Se glissent toutefois par intermittence dans la phrase des images, certaines jolies telle cette fillette qui, après avoir fouillé le sol à l’aide d’un bâton de glace, « emporte fougères et brins de paille dans ses boucles », d’autres ouvertement loufoques mais qui tiennent un juste équilibre : « Pendant longtemps elle avait porté sa beauté comme un verre de lait rempli à ras. »
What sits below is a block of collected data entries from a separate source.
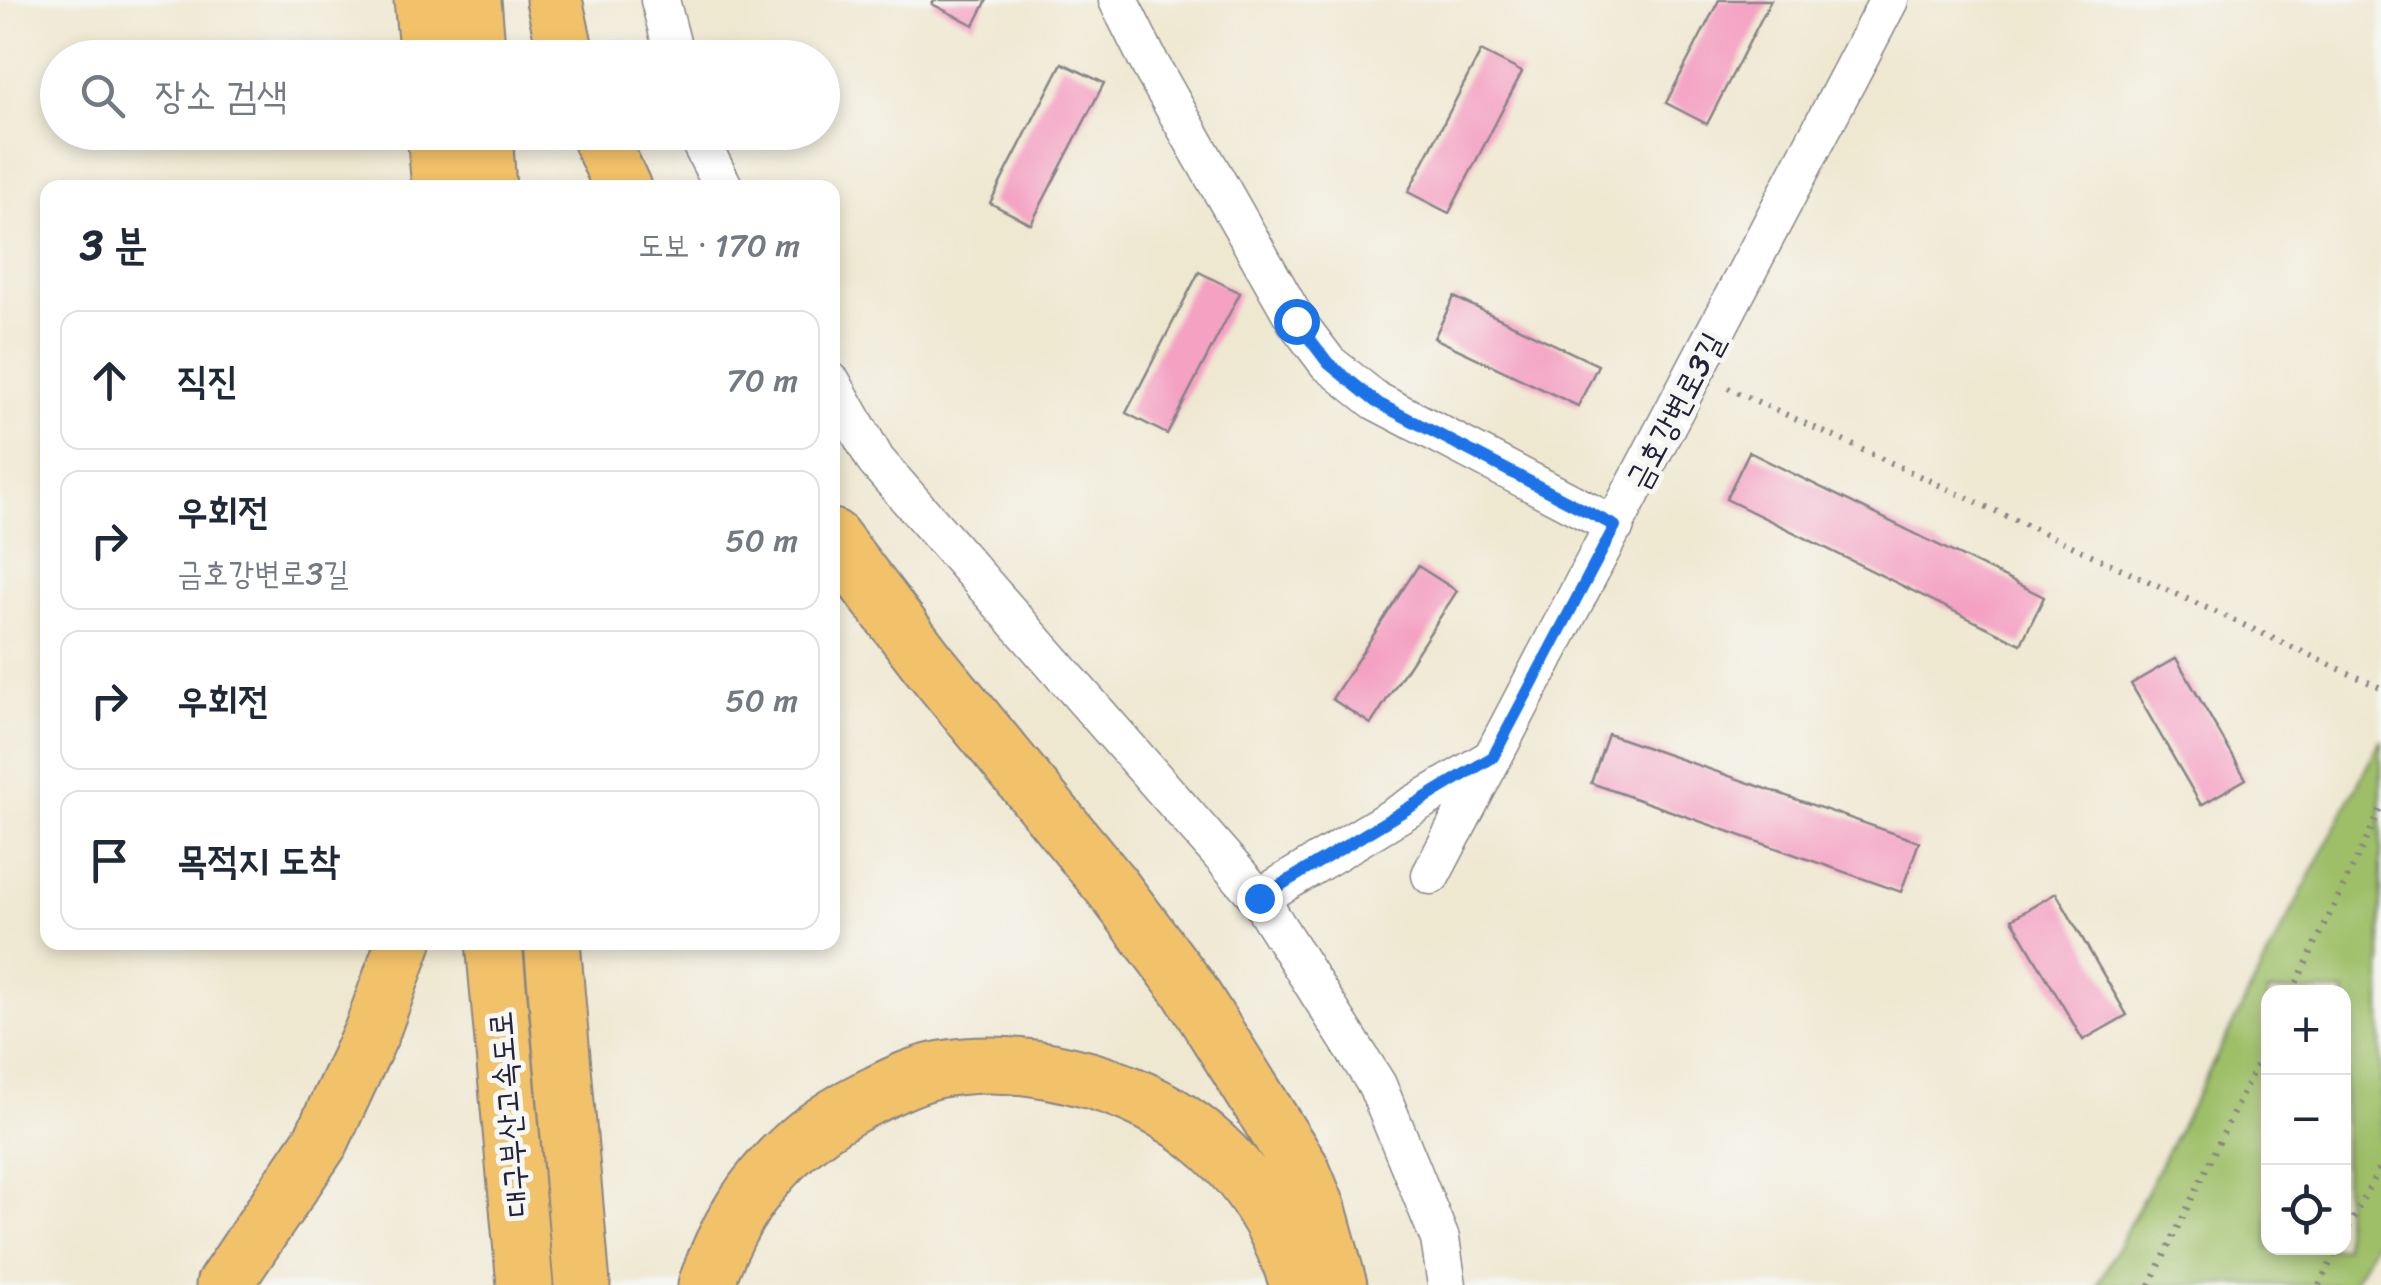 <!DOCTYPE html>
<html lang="ko">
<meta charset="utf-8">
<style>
:root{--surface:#fff;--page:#f6f6f7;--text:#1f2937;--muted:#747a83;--line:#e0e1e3}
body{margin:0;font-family:Sriracha,"Poor Story",sans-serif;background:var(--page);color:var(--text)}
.controls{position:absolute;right:30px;bottom:30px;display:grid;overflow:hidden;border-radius:20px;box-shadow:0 5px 15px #0003}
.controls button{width:90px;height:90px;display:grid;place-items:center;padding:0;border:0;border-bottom:2px solid var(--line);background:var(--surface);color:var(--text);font:50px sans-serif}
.stop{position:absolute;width:30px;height:30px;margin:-22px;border:8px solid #1a73e8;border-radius:50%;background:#fff}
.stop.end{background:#1a73e8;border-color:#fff;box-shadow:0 2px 10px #0008}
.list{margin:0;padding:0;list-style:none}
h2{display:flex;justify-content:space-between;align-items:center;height:130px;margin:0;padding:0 40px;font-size:42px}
h2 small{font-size:32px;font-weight:400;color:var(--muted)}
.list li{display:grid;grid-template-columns:65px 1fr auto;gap:30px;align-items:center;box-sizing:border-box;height:140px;margin:0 20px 20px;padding:0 20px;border:2px solid var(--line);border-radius:20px}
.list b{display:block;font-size:38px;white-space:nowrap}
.list p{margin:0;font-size:32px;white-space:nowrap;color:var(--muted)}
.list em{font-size:32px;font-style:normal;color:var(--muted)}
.icon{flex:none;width:55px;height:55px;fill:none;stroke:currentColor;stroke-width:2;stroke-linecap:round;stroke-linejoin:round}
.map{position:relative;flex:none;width:2381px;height:1285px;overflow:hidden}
.search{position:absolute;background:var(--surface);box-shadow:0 5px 15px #0003;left:40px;top:40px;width:800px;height:110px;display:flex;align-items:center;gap:25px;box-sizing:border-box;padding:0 35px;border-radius:55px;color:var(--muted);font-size:38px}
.panel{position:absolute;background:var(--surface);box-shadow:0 5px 15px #0003;left:40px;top:180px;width:800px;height:770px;border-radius:20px}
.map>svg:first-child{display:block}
.green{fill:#9ebf68;stroke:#607052;stroke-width:2.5;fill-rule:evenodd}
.building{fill:#f4a1c2}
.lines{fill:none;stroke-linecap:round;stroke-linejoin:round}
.minor-casing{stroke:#888586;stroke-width:41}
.motorway-casing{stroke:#888586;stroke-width:59}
.path{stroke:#888586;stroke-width:6;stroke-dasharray:2.5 8;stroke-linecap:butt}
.minor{stroke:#fff;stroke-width:38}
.motorway{stroke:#f2c26a;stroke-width:55}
.route{stroke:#1a73e8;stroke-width:12}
.labels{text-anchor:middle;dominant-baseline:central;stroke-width:10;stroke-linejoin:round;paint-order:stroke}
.street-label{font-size:32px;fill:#22223b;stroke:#f6f6f2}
</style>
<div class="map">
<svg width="2381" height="1285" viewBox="0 0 2381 1285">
<rect width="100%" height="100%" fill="#f6f6f2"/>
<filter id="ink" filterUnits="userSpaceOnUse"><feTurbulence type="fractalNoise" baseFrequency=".01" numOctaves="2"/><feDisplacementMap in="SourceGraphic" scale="20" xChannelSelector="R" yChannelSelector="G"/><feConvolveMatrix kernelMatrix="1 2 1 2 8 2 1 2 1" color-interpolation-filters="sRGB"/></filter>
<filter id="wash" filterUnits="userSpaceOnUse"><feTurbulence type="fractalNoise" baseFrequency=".0048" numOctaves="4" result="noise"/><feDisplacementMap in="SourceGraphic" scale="40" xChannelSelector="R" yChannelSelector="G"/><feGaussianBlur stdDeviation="2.25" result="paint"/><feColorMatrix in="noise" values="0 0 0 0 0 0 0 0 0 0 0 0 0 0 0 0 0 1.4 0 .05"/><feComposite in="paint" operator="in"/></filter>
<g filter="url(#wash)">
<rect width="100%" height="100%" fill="#efe8d1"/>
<!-- green -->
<path class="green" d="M2381,739V1230L2352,1285H2098ZM2268,992H2344V1248H2268Z"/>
<g id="blocks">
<!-- building -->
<path class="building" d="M935,0H987L974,25L932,4Z
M1719,0H1771L1707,124L1666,103Z
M1481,51L1522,72L1449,213L1408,192Z
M1062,63L1104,83L1031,224L990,203Z
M1199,272L1240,293L1167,434L1126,413Z
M1454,297L1598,365L1578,406L1434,338Z
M1749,452L2044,597L2021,644L1726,499Z
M1418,566L1457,591L1371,724L1332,699Z
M2176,658L2246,779L2201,805L2131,684Z
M1608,734L1919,842L1901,892L1591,783Z
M2056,893L2127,1015L2083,1040L2012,919Z"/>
</g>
</g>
<g filter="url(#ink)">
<use href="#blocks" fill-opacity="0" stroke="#888586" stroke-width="2.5"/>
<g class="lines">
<defs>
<path id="minor" d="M660,0L675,58
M1118,0L1151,66L1296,321L1328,363L1376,401L1615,526
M695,132L724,188
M832,383L876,461L1259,898L1492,758
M1431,875L1889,0
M1259,898L1377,1085L1440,1239L1447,1285"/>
<path id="motorway" d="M422,0L428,58
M473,0L478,58
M554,0L567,58
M435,132L440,188
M484,132L488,188
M597,132L623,188
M832,537L928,663L1112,887L1188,988L1301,1168L1318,1209L1339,1285
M494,942L525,1285
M552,942L582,1285
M224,1285L321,1141L372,1031L404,942
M706,1285C736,1195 792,1132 878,1093C898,1083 919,1073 942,1069C984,1062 1029,1065 1070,1075C1186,1102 1262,1171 1298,1285"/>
</defs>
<!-- minor casing -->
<use href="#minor" class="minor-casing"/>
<!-- motorway casing -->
<use href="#motorway" class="motorway-casing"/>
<!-- path -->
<path class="path" d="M1728,388L2381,688
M2292,992L2381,809
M2344,1237L2381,1164
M2150,1285L2268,1041
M2319,1285L2338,1248"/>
<!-- minor -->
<use href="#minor" class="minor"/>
<!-- motorway -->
<use href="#motorway" class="motorway"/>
</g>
</g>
<g class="lines" filter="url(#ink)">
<!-- route -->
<path class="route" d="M1259,898L1493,757L1615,526L1376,402L1328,363L1296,321"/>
</g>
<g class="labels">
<!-- street labels -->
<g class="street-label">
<text transform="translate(1675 411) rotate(-62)">금호강변로3길</text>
<text transform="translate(509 1114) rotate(-95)">대구부산고속도로</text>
</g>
</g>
</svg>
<div class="controls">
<button>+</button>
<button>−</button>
<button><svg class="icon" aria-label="locate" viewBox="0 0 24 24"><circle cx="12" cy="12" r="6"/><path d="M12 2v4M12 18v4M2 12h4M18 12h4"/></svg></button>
</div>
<div class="stop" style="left:1296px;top:321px"></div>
<div class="stop end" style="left:1259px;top:898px"></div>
<div class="search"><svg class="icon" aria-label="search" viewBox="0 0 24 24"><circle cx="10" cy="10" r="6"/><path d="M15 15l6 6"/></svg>장소 검색</div>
<section class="panel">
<h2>3 분<small>도보 · 170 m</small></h2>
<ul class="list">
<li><svg class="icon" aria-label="ahead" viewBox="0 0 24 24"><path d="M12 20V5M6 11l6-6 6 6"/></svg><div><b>직진</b></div><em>70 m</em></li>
<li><svg class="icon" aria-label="right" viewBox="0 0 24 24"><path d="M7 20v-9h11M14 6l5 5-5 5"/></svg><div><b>우회전</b><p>금호강변로3길</p></div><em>50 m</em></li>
<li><svg class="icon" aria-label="right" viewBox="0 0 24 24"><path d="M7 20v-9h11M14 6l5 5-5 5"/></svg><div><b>우회전</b></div><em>50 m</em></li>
<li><svg class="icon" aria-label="arrive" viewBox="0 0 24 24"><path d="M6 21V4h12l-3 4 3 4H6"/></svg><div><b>목적지 도착</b></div></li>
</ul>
</section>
</div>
Ces premières vingt pages sentent déjà le soufre mais le lecteur est ferré. Le rapt du père par un détraqué sexuel fait alors basculer le récit banal d’une famille simplement déliquescente à sa pulvérisation totale, n’était-ce l’équipée finale, composée du père et des trois enfants devenus adultes tout aussi dérangés les uns que les autres, qui tentera d’en sauver les restes. Les restes c’est-à-dire la dépouille abjecte, défaite, de la mère, seul motif capable de restaurer les apparences d’une cellule familiale, autour duquel s’improvise un semblant de road-movie.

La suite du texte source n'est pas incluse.